Support civic participation.
Implement the highest standards of professional integrity throughout the administration.
Increase access to new technologies for openness and accountability.64
85. This was later followed by a further executive order on 9 May 2013 that sought to make all United States Government information open and machine-readable by default.65 The emphasis had changed from the earlier, 2009 order. Open government data, it stated: “promotes the delivery of efficient and effective services to the public, and contributes to economic growth. As one vital benefit of open government, making information resources easy to find, accessible, and usable can fuel entrepreneurship, innovation, and scientific discovery that improves Americans' lives and contributes significantly to job creation”.66
86. Over the succeeding years, Open Data has evolved to a point where in 2017 its ambitions lie beyond the release into the public domain of data that has never been or is not derived from personal information to the release of de-identified personal information. Proponents of this approach assert much ‘value’ is locked away in government databases or other information repositories and making this information available publicly, will encourage research and stimulate the growth of the information economy.

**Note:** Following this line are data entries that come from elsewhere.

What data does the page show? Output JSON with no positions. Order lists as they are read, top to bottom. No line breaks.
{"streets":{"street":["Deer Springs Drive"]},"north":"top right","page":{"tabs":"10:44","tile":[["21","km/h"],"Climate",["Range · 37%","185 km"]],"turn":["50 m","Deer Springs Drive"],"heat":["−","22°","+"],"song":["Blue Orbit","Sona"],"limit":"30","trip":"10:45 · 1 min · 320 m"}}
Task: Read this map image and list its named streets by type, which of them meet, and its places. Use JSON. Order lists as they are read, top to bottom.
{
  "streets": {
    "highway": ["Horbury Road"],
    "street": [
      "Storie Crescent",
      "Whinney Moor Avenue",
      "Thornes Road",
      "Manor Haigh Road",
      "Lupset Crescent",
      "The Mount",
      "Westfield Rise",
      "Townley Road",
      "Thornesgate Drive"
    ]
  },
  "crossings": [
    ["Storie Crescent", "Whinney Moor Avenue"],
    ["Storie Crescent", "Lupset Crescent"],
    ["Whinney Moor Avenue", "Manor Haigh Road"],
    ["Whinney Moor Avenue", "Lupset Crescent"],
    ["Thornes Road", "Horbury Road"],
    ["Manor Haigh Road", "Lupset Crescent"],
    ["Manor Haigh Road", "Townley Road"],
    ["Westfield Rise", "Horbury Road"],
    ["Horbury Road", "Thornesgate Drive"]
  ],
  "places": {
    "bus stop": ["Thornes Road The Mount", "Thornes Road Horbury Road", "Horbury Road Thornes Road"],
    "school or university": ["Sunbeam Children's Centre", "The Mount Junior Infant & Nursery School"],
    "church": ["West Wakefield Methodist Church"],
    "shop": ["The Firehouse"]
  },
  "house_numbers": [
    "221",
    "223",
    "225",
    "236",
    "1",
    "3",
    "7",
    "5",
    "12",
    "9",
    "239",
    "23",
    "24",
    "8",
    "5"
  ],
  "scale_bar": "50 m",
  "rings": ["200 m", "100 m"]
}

87. Open Data that is derived from personal information thus wholly relies on the efficacy of ‘de-identification’ processes to prevent the re-identification and thus its linkage back to the individual from whom it was derived. Debates about whether or not de-identification delivers both privacy protection and ‘research useful’ data have proven to be highly contentious.
H. The complexity of big data
88. In 2015, Australian journalist Will Ockenden published his telecommunications metadata online and asked people to tell him what they could infer about his life. The metadata included the exact times of all telephone calls and SMS messages, along with the nearest phone tower. Although he replaced phone numbers with pseudonyms, questions like "where does my mother live?" were easily and correctly answered based on communication and location patterns alone. It wasn't complicated – viewers simply guessed (correctly) that his mother lived in the place he visited on Christmas Day.
89. This is a key theme of privacy research: that patterns in the data, without the names, phone numbers or other obvious identifiers, can be used to identify a person and hence to extract more information about them from the data. This is particularly powerful when those patterns can be used to link many different datasets together to build up a complex portrait of a person.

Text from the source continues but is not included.